**Records for the exercise**
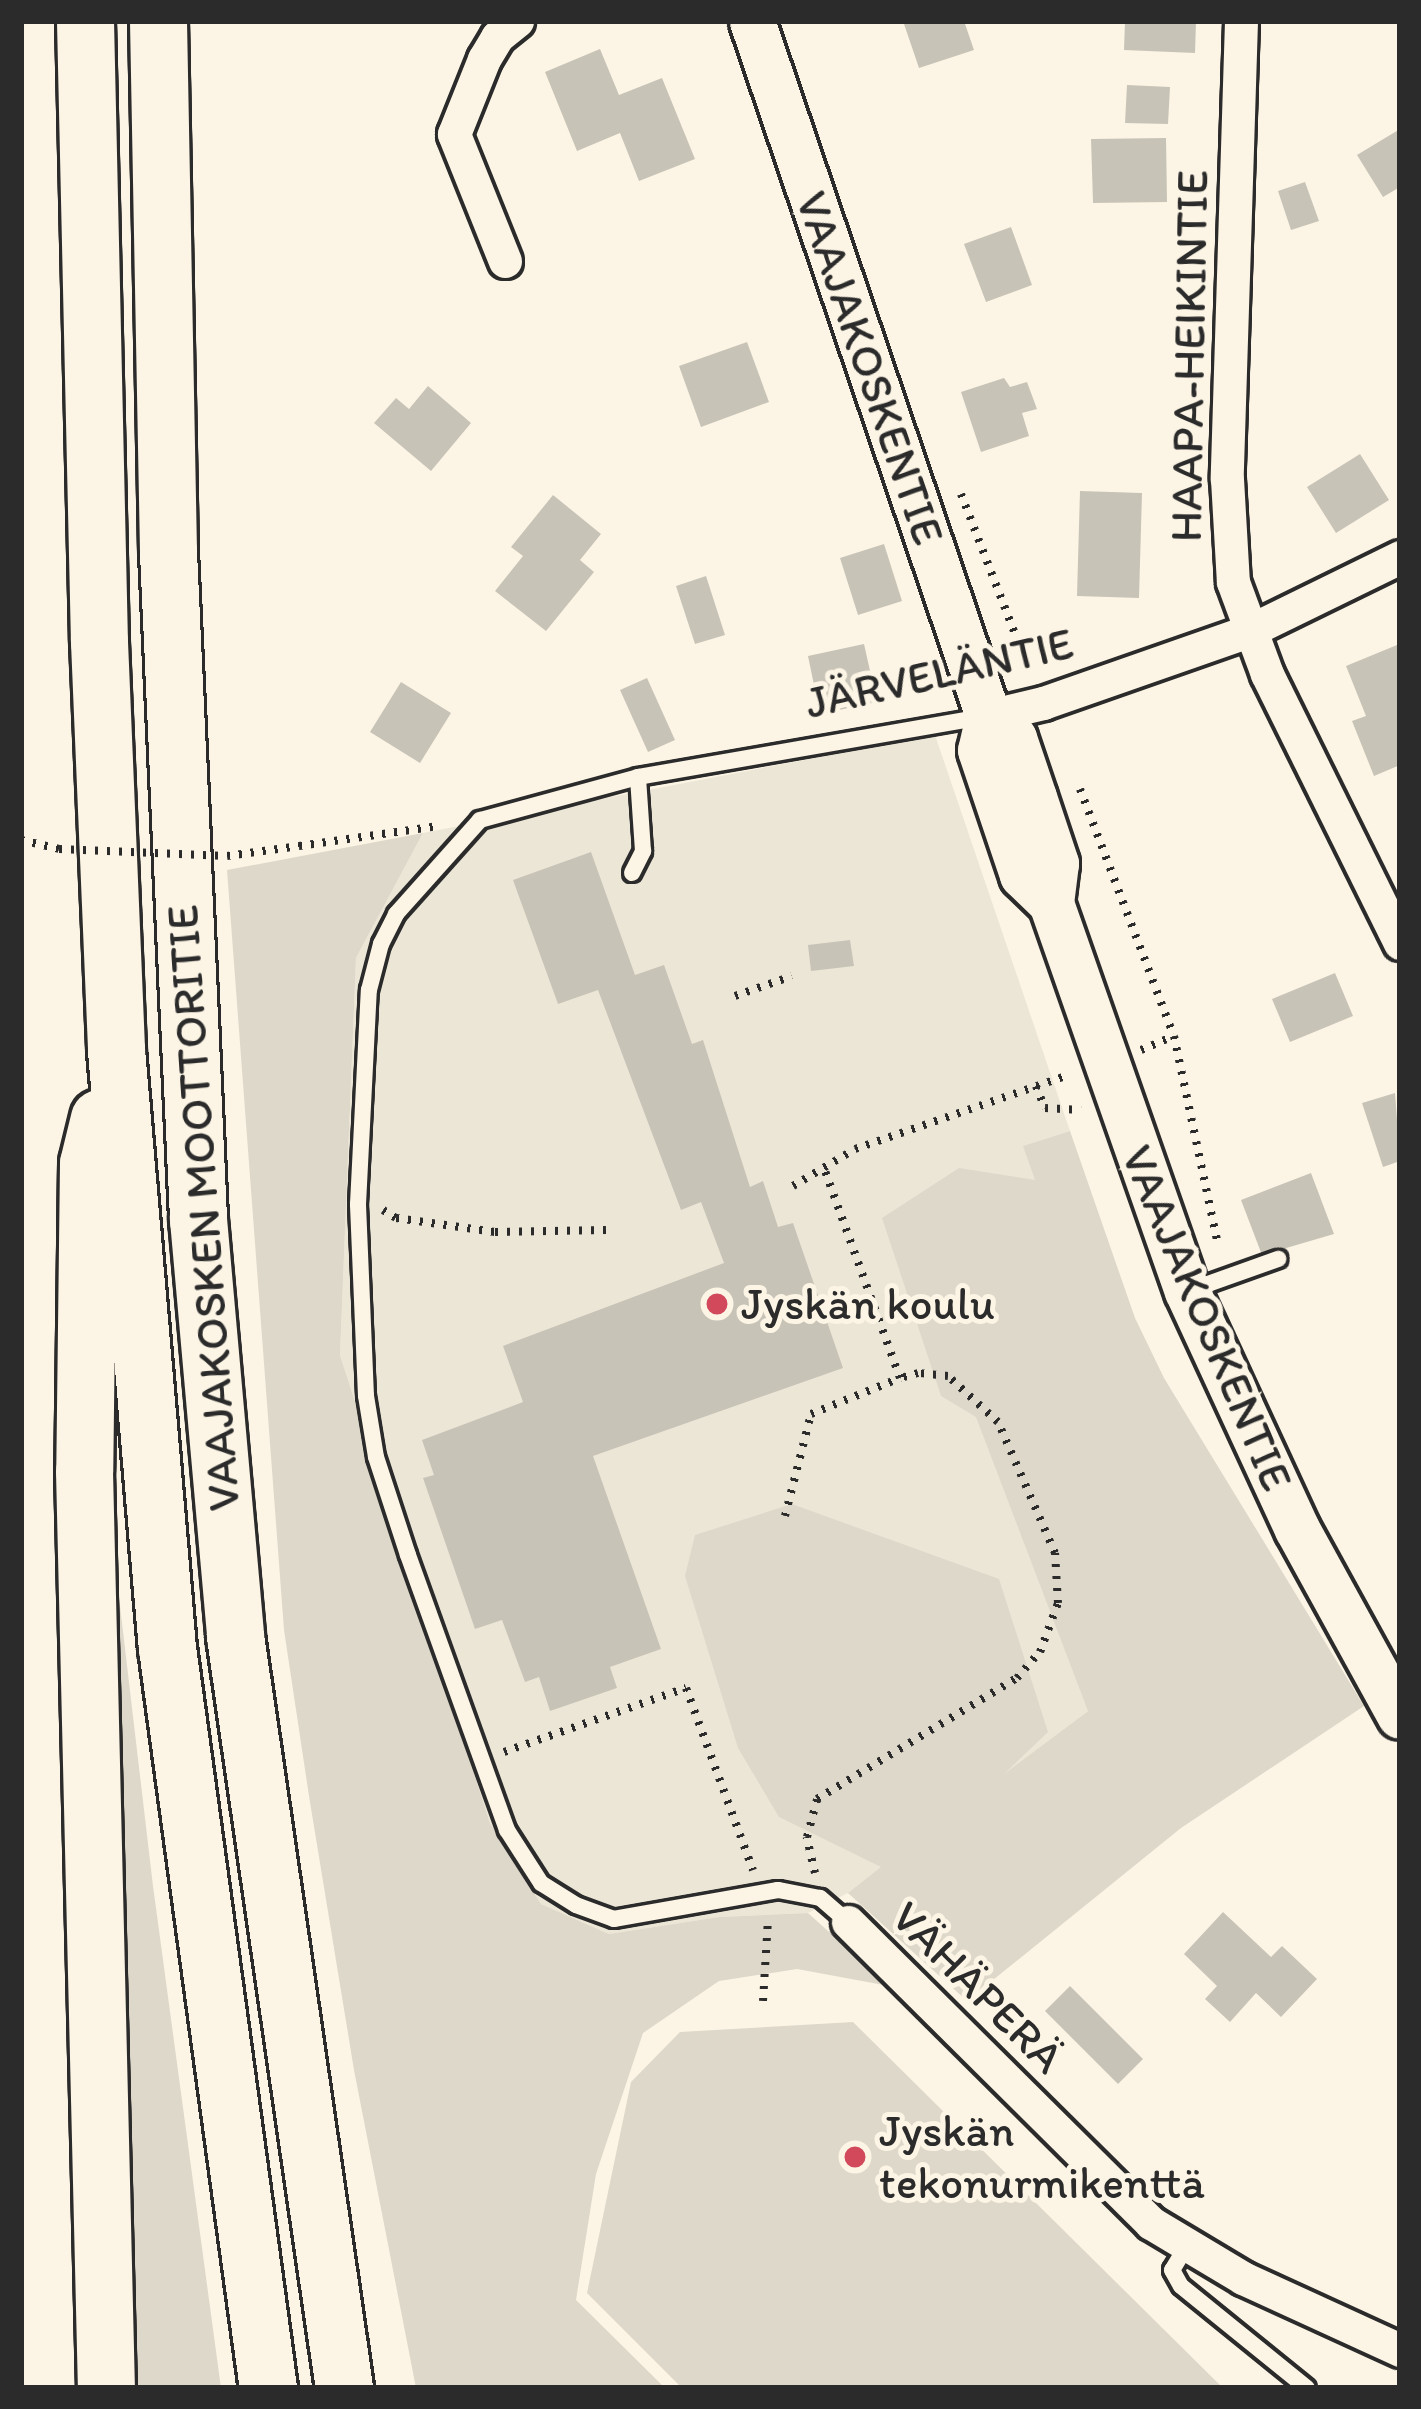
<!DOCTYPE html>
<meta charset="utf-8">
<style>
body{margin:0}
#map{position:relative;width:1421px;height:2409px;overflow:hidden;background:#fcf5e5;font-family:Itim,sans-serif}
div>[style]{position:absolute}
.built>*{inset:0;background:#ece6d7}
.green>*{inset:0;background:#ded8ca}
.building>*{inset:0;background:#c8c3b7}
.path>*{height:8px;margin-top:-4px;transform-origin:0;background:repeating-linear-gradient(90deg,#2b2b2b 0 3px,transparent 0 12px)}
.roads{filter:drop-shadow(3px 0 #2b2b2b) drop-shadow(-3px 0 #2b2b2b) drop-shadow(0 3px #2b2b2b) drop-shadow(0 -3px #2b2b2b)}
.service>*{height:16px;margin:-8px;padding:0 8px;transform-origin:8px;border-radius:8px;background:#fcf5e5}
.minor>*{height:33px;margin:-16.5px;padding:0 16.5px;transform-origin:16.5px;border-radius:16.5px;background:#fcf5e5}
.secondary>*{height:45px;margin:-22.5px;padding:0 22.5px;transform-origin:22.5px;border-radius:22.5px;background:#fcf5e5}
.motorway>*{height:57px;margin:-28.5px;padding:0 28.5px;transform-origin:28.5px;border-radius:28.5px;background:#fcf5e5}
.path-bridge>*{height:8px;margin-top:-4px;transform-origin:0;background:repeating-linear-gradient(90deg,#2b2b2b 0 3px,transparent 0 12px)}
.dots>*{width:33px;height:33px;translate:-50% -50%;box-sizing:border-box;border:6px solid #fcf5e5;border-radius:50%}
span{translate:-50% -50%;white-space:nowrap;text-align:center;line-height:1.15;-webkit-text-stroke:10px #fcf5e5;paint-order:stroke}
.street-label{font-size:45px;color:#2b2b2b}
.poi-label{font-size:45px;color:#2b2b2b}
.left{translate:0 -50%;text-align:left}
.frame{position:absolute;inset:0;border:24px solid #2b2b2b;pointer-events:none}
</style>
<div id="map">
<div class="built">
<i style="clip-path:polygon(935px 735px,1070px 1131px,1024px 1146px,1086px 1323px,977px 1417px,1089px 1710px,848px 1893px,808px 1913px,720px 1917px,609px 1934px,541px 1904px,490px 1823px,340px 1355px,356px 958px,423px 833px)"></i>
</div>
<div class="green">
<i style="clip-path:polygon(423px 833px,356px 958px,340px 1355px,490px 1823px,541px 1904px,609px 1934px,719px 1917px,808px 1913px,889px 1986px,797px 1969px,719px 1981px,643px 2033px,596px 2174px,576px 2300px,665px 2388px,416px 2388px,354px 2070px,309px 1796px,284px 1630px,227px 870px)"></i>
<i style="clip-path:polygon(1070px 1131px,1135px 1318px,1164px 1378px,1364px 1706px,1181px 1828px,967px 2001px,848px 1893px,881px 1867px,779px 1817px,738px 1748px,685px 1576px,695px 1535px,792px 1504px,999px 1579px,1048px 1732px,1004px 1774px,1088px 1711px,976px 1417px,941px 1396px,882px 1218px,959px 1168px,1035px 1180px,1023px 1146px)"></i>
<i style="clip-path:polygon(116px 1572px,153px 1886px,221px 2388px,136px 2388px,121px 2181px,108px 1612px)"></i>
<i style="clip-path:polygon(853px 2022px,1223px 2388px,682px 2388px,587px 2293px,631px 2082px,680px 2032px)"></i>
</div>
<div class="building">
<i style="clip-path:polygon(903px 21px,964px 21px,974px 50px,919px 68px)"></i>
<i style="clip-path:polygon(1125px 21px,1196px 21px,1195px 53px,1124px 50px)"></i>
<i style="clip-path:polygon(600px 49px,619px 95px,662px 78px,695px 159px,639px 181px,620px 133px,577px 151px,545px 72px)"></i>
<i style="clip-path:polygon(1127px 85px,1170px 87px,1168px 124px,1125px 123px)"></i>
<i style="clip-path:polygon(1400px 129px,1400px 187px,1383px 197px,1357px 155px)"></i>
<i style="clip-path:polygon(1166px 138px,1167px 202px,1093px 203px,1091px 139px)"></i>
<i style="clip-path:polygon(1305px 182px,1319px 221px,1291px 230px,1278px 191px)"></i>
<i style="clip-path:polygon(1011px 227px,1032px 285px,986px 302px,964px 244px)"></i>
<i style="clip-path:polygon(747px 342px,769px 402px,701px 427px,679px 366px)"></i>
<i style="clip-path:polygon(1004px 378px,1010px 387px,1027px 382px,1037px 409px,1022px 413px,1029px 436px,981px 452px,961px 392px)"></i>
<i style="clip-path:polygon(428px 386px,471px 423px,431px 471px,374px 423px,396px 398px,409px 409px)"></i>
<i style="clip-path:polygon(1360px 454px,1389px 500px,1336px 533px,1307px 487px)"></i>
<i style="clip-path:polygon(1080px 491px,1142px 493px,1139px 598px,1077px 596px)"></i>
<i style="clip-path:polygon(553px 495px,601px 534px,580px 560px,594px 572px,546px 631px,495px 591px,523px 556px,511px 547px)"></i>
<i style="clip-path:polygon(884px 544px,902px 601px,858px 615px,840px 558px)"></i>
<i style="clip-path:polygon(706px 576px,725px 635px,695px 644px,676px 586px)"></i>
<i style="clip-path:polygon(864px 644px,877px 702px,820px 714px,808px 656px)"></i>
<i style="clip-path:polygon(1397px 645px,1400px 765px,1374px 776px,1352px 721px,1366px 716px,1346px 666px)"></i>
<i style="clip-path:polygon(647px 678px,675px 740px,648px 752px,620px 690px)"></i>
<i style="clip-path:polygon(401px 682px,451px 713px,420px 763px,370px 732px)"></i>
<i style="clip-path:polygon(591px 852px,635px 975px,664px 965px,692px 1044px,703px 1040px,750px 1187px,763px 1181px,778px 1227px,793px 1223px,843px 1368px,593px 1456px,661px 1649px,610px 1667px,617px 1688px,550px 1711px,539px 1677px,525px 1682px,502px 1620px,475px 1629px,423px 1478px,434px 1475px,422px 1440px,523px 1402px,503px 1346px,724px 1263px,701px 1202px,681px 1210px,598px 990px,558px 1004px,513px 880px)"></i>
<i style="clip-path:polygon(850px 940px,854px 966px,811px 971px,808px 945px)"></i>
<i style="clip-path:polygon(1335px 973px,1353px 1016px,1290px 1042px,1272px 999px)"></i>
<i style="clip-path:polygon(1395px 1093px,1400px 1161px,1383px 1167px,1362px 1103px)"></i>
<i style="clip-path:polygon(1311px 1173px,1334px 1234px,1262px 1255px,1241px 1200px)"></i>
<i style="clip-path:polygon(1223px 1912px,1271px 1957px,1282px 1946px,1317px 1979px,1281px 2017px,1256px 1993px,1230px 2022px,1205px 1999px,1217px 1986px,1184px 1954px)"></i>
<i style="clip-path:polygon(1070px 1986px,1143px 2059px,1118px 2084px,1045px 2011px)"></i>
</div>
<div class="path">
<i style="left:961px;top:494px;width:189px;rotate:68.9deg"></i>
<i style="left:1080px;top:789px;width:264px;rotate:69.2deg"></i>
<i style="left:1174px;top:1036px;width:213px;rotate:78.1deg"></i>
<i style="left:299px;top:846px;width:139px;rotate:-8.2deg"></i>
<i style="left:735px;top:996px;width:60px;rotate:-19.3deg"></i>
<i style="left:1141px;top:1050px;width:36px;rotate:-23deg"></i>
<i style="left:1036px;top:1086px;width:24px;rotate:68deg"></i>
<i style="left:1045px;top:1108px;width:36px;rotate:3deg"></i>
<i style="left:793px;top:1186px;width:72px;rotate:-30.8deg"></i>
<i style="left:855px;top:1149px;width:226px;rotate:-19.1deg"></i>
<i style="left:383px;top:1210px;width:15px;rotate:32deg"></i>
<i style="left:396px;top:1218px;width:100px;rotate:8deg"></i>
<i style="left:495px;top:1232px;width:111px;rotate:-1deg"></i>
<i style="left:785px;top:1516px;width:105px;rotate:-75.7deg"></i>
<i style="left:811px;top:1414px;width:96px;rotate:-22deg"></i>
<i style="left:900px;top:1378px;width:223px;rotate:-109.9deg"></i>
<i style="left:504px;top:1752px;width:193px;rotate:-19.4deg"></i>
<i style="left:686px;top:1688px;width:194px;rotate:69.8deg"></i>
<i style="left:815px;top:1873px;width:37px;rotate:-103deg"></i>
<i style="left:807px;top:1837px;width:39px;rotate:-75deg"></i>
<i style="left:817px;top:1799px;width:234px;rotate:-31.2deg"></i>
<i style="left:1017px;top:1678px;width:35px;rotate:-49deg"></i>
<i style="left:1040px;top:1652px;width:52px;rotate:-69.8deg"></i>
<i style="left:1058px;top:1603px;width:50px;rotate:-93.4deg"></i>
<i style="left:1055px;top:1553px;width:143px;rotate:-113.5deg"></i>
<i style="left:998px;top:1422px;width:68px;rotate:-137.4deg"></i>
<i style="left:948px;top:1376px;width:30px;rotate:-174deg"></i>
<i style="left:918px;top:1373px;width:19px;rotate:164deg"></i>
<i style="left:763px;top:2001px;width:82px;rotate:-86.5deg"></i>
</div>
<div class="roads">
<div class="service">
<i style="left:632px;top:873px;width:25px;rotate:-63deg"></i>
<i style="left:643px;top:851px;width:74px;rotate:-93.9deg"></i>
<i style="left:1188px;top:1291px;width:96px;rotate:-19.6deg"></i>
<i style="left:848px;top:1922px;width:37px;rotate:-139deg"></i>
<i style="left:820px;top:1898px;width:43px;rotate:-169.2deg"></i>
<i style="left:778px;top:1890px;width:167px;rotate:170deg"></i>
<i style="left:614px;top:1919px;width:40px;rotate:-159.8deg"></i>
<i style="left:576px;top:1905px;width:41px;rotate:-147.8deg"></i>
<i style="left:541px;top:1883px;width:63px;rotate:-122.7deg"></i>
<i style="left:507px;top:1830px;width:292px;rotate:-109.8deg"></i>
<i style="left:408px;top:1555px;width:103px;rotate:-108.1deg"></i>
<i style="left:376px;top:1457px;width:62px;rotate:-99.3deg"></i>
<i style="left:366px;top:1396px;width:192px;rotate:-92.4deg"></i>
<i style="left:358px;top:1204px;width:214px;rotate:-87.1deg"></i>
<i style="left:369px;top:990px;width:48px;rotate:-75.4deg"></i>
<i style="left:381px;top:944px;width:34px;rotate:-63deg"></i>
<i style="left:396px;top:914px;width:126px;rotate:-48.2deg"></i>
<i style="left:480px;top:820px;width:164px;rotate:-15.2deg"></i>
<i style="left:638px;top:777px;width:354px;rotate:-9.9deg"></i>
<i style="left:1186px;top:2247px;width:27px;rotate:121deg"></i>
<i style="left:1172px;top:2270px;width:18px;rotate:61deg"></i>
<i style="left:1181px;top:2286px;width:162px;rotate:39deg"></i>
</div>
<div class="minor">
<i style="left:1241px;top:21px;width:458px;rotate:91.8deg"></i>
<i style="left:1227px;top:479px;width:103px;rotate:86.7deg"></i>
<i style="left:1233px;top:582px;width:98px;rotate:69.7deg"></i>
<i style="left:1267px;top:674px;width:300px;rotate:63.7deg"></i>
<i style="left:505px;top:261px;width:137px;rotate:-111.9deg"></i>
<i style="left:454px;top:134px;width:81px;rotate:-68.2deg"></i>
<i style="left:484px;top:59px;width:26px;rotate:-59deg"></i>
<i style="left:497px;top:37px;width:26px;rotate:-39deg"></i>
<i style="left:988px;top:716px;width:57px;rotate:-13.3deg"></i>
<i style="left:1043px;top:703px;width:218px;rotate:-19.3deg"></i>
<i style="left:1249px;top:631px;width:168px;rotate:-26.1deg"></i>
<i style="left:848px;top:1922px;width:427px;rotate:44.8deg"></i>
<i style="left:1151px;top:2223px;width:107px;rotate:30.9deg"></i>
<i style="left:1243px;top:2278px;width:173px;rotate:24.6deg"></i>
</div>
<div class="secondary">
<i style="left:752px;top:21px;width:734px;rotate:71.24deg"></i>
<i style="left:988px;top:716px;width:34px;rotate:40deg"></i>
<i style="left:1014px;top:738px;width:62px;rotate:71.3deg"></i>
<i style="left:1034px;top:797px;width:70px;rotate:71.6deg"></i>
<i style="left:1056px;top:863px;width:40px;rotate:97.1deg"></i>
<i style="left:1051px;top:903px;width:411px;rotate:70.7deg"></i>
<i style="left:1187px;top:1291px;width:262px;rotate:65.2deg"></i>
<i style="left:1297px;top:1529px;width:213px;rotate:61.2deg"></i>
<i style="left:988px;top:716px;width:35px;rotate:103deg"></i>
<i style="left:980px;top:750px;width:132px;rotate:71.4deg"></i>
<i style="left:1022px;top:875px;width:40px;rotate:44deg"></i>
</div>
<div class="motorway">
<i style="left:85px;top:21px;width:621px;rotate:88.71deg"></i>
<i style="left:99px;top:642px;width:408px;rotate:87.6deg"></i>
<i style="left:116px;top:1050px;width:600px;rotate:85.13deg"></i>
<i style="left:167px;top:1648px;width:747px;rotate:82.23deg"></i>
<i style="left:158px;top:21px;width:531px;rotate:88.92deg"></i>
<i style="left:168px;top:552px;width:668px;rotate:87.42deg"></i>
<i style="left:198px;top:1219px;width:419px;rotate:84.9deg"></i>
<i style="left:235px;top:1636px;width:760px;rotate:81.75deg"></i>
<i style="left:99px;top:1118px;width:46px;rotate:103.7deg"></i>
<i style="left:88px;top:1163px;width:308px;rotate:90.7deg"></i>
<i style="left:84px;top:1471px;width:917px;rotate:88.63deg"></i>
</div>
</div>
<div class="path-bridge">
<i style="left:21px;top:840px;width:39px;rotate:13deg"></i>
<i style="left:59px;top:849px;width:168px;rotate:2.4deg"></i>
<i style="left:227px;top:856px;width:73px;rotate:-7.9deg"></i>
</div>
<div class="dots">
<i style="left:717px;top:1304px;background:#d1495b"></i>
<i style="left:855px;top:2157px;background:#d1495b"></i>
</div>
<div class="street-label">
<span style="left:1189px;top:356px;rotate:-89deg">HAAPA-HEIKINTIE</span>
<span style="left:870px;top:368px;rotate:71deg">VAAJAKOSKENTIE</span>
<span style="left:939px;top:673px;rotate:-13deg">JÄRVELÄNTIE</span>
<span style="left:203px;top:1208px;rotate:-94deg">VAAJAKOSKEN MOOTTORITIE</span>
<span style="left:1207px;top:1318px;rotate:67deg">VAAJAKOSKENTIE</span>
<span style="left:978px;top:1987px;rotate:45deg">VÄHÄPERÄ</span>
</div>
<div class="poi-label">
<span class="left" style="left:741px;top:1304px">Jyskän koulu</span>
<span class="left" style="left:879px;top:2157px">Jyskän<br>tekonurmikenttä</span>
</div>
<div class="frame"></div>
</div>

**What you have to do**
Among the records above, find each line containing the string "VAAJAKOSKENTIE" and copy it.

**Exercise solution**
<span style="left:870px;top:368px;rotate:71deg">VAAJAKOSKENTIE</span>
<span style="left:1207px;top:1318px;rotate:67deg">VAAJAKOSKENTIE</span>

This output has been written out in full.